• [WHAT THIS TASK INVOLVES]: One figure is the expected answer: how many lines in the listing contain "evenodd".

--- ENTRIES PROVIDED Enclosed Below ---

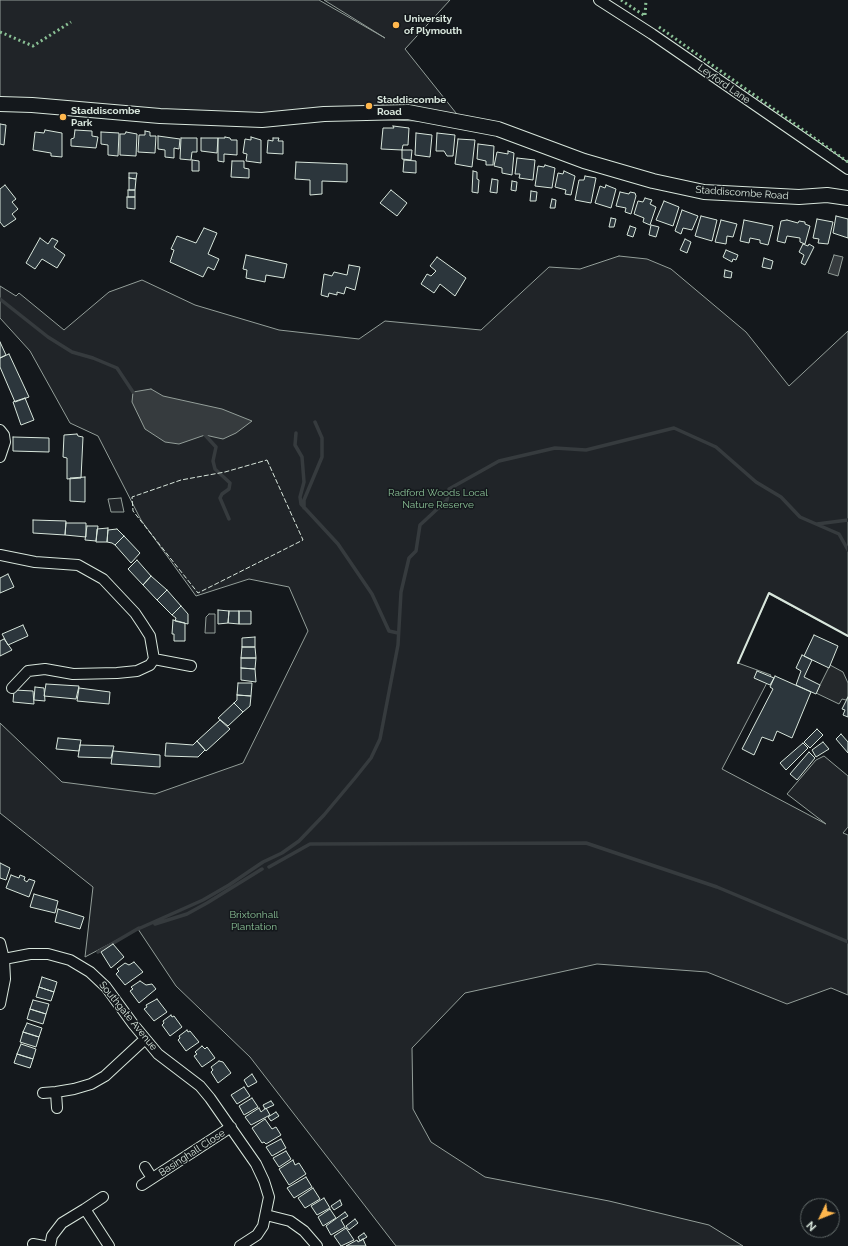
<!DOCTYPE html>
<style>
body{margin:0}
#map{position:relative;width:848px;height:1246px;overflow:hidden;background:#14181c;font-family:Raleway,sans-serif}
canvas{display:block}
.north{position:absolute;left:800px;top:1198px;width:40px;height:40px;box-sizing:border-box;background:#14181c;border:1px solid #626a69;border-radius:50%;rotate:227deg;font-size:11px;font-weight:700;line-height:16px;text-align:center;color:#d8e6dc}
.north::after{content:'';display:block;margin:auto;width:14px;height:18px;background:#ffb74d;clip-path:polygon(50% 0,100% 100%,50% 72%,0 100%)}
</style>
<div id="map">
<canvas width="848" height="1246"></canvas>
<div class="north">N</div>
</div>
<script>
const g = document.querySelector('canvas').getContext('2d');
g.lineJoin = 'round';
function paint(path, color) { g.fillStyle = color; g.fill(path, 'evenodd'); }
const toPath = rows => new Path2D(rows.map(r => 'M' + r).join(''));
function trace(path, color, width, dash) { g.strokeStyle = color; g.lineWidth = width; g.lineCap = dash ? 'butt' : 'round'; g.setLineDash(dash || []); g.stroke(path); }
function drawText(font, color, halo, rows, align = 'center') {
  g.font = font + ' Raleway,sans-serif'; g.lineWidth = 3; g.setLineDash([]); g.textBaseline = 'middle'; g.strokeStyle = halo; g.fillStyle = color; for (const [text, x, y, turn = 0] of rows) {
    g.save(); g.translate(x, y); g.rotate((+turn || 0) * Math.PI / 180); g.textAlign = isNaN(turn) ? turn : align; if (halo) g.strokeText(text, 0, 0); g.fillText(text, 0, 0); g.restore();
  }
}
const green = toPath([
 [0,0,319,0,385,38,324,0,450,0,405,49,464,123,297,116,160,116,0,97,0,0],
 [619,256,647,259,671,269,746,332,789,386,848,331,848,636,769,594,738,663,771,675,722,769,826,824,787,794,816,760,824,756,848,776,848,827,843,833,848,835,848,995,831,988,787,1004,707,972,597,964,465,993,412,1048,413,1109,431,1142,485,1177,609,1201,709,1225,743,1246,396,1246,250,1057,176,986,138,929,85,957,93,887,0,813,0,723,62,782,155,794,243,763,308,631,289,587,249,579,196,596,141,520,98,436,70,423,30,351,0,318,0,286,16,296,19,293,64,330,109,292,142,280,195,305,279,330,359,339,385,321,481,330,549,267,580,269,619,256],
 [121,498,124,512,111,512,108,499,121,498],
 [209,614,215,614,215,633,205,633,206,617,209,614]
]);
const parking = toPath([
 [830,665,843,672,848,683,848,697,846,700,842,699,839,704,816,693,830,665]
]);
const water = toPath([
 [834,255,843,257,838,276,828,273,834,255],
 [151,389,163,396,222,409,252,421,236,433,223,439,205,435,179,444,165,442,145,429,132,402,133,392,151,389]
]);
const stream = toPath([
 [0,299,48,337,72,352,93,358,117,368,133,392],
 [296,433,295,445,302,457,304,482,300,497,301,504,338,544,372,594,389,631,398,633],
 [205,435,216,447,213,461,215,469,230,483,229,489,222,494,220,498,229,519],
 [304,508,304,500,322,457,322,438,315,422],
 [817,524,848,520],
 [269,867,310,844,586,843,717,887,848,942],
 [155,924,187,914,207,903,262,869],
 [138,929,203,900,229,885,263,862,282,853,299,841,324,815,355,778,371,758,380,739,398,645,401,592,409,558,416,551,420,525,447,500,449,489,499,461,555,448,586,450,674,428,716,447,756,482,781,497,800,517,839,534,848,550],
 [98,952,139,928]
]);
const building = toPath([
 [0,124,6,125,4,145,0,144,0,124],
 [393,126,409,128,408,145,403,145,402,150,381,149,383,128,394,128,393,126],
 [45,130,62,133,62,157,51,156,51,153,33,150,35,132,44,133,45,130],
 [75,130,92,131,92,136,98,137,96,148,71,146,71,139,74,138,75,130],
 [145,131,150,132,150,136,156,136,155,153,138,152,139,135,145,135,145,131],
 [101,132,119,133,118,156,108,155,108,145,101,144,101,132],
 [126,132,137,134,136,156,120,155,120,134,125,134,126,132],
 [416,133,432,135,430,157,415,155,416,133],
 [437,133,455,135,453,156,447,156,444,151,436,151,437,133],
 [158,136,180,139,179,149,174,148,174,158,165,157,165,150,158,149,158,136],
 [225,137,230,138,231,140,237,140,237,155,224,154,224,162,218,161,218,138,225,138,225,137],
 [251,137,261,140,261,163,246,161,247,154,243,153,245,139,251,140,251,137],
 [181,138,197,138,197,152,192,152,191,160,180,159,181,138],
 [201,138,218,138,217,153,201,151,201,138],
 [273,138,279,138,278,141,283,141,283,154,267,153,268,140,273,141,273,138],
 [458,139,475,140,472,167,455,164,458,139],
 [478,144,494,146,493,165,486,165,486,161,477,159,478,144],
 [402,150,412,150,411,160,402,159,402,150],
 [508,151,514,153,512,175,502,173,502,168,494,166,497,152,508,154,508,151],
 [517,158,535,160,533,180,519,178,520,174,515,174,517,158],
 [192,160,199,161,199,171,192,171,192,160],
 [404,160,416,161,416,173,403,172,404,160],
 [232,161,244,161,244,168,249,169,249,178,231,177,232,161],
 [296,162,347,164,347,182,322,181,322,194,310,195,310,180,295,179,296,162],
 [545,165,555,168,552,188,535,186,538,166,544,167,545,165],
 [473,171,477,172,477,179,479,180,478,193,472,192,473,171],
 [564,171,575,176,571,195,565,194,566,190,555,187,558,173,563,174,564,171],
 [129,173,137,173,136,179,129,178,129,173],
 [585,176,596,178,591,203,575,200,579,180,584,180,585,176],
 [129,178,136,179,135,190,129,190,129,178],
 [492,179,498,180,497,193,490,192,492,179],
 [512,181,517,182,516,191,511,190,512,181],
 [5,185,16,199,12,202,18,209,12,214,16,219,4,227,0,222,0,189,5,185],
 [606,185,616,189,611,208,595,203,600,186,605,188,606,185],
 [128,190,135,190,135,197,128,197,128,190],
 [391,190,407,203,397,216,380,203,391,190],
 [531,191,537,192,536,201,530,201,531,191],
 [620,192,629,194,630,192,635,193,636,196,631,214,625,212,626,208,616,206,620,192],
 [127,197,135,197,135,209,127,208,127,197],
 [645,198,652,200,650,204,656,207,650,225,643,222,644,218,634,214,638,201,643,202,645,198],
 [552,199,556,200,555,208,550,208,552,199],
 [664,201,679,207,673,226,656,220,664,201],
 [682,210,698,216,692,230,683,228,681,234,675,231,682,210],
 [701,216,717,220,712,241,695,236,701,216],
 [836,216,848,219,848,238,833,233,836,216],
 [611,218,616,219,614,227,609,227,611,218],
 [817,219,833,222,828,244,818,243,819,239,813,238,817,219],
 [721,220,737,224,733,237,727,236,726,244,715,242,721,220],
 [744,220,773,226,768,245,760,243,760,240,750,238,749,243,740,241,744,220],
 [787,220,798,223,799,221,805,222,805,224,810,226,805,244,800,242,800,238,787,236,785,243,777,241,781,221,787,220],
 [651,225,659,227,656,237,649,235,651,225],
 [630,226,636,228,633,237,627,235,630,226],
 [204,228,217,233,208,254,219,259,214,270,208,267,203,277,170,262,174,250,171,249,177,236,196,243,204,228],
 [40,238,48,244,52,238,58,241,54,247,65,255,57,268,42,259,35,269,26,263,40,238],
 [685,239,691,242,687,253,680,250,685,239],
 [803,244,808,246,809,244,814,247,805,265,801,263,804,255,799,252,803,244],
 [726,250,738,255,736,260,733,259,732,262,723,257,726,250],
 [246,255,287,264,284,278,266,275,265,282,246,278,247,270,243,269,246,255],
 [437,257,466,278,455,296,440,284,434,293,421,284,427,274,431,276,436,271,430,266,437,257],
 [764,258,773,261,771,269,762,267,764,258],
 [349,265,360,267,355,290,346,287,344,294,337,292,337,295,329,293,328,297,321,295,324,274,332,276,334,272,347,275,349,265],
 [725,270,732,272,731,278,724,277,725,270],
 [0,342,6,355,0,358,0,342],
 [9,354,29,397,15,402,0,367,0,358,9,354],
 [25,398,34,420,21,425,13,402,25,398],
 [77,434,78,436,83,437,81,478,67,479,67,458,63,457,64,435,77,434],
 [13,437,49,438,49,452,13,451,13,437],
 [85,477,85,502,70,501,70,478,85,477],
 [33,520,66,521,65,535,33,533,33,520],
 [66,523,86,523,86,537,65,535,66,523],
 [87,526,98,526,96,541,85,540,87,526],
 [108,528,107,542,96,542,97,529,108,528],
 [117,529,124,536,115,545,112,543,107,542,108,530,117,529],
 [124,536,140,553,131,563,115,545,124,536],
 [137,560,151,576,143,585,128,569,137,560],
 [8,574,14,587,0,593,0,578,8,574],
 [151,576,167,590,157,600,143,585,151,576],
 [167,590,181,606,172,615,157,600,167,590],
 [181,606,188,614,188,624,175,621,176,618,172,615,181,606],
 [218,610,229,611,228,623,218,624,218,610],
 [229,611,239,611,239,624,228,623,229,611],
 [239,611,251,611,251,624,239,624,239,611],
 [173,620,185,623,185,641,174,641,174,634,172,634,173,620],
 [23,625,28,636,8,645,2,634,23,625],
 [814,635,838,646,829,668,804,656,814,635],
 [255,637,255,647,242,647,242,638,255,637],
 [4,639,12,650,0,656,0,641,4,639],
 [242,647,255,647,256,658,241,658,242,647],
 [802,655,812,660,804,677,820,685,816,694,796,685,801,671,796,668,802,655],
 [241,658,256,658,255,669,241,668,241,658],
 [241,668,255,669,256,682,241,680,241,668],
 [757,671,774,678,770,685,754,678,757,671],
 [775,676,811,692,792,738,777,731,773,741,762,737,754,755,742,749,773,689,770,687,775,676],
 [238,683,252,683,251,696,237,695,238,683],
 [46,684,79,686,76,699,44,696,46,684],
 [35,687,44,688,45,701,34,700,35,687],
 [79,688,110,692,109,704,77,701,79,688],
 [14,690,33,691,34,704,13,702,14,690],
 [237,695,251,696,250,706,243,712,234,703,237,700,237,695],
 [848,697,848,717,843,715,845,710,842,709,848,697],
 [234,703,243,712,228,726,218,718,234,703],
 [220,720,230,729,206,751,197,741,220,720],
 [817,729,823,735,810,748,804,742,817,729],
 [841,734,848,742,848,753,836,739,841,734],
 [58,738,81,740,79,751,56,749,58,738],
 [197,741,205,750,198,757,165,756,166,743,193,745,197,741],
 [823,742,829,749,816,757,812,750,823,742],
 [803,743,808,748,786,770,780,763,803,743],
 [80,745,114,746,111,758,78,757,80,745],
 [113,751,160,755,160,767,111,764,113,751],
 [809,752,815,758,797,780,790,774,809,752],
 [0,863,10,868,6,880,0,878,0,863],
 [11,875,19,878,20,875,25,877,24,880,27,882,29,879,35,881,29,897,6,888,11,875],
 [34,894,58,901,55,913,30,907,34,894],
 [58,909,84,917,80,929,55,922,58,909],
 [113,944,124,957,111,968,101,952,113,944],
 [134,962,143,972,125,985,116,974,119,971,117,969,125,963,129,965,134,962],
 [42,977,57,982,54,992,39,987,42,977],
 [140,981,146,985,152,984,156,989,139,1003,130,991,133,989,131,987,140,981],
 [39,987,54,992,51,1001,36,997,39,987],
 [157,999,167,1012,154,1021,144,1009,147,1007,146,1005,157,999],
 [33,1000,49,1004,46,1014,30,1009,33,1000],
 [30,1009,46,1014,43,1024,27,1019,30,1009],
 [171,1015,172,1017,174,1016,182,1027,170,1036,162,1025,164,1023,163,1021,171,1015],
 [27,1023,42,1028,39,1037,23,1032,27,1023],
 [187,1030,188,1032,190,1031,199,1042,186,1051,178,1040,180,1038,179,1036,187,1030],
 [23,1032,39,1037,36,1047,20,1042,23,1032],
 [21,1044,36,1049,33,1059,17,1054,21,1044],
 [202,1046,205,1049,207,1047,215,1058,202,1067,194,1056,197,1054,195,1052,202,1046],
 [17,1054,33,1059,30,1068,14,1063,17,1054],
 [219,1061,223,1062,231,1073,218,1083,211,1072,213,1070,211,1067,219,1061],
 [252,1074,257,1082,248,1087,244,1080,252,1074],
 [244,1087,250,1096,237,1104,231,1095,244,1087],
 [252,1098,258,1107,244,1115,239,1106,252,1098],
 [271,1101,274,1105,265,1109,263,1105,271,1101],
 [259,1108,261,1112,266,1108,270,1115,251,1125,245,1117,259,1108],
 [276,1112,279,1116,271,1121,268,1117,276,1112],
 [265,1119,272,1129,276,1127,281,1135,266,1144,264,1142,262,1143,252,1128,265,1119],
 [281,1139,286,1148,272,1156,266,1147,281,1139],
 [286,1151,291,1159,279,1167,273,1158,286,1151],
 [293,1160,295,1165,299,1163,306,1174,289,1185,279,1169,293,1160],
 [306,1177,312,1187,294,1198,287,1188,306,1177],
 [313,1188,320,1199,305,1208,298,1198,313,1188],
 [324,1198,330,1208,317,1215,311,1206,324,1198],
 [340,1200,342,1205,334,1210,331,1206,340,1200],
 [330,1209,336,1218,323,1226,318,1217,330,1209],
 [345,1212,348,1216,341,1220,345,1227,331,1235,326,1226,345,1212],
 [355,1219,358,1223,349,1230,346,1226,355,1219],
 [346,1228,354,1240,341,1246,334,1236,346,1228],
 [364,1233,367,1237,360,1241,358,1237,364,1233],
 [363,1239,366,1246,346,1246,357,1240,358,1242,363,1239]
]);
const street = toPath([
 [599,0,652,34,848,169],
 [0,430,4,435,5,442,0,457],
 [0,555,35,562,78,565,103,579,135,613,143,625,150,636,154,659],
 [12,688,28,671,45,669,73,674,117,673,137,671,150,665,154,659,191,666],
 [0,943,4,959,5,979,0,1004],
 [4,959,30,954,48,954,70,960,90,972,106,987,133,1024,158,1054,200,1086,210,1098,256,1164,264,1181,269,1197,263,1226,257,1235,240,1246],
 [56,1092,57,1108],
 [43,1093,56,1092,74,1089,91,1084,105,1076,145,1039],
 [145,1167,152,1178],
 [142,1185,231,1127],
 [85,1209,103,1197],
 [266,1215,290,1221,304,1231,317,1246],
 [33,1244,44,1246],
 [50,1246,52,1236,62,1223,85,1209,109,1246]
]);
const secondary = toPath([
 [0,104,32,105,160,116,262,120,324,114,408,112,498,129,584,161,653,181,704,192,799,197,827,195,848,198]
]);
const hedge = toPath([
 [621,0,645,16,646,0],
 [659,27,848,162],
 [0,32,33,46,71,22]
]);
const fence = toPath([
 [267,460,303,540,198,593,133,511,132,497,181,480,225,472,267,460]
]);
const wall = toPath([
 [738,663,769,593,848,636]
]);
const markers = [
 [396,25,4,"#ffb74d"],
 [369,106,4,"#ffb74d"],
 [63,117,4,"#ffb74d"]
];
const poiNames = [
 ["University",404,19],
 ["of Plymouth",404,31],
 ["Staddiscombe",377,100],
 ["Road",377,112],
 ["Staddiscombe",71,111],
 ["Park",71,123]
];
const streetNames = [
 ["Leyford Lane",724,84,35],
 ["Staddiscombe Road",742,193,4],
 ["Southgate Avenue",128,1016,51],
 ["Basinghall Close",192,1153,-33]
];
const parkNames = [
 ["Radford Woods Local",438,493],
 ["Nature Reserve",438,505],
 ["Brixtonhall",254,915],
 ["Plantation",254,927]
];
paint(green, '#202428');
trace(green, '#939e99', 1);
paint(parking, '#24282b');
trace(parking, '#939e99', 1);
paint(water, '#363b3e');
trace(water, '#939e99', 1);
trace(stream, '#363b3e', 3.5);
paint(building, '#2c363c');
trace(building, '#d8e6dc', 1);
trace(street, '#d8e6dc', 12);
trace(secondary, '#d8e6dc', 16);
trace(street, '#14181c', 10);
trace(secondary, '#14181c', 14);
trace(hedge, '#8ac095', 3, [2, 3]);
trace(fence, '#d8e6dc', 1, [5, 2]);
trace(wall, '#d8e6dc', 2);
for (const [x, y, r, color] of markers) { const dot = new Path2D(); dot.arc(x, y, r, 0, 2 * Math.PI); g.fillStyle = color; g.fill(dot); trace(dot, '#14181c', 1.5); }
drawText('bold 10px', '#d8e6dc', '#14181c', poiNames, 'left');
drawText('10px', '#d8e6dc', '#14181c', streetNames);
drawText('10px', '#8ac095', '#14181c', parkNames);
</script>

--- End of Enclosed ENTRIES PROVIDED ---
--- ENTRIES PROVIDED Enclosed Below ---

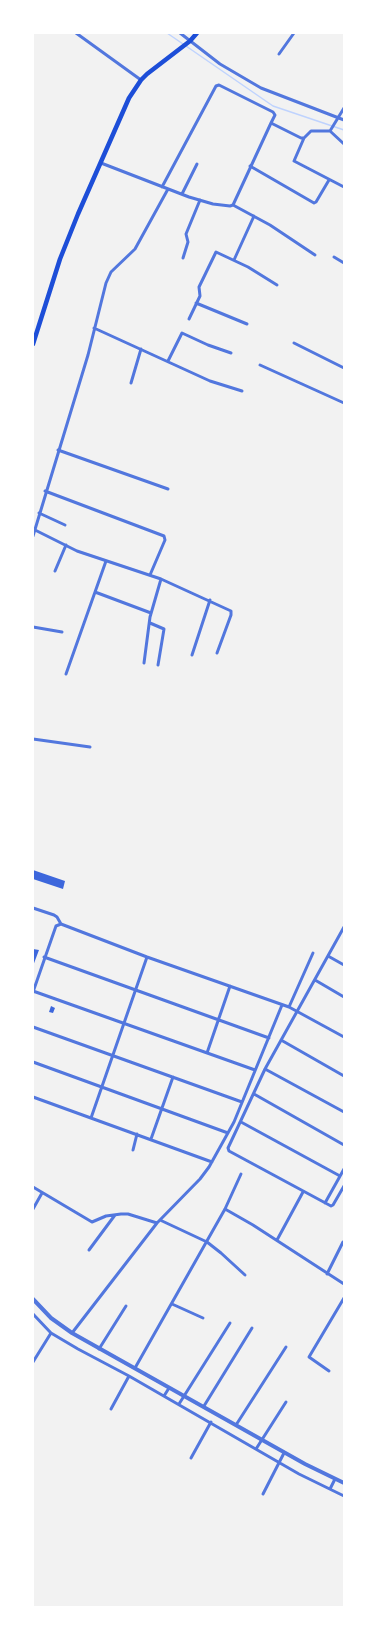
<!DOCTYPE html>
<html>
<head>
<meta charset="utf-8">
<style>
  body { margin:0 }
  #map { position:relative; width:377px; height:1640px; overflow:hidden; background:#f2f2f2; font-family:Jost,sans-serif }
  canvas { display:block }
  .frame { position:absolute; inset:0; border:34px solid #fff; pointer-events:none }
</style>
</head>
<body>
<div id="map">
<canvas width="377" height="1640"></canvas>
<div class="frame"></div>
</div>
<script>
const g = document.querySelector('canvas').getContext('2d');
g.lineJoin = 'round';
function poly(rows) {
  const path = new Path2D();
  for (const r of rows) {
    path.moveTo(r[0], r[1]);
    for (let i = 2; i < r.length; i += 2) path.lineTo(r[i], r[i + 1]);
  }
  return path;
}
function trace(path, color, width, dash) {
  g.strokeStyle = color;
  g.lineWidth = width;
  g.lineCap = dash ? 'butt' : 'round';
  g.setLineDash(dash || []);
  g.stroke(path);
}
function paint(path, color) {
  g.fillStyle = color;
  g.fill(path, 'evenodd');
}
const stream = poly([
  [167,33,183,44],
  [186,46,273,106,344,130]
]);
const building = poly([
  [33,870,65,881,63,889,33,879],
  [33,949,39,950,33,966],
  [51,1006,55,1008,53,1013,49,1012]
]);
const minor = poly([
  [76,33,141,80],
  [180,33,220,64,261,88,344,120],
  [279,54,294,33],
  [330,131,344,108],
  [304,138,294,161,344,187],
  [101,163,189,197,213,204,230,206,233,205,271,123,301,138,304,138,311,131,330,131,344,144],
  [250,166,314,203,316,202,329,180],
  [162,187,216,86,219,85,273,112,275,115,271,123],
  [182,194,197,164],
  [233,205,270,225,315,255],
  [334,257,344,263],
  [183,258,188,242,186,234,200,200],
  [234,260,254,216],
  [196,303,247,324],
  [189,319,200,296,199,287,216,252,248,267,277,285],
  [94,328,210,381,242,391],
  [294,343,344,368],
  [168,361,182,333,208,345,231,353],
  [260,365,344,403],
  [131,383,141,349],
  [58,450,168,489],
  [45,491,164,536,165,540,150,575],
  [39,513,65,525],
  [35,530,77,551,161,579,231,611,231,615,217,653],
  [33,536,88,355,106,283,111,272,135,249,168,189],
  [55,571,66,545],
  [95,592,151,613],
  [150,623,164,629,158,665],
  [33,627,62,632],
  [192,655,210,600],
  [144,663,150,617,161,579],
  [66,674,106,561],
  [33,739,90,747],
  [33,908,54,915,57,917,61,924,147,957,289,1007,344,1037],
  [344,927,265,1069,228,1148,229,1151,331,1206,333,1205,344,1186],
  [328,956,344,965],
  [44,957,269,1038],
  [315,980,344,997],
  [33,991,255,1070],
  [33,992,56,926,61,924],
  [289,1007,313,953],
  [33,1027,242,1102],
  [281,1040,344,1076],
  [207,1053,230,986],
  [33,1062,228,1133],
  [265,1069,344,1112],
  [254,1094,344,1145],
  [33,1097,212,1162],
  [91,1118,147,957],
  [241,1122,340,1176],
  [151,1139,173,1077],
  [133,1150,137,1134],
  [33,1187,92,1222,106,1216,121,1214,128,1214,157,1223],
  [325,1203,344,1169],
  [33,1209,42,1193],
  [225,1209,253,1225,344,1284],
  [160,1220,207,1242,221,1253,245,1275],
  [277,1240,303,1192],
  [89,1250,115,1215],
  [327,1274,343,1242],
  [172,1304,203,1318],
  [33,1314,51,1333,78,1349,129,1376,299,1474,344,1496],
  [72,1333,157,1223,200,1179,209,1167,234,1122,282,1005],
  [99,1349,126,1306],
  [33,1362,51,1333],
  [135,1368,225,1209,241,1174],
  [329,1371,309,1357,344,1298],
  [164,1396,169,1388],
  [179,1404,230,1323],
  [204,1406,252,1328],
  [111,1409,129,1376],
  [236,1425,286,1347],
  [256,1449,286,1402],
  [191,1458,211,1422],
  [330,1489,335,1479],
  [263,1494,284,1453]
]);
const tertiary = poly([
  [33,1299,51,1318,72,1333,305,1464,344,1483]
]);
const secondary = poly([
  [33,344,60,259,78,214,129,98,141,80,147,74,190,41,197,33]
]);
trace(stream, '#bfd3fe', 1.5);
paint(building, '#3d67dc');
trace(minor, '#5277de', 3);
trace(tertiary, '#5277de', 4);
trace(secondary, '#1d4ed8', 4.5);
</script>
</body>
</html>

--- End of Enclosed ENTRIES PROVIDED ---

• [RESPONSE TO THE TASK]: 2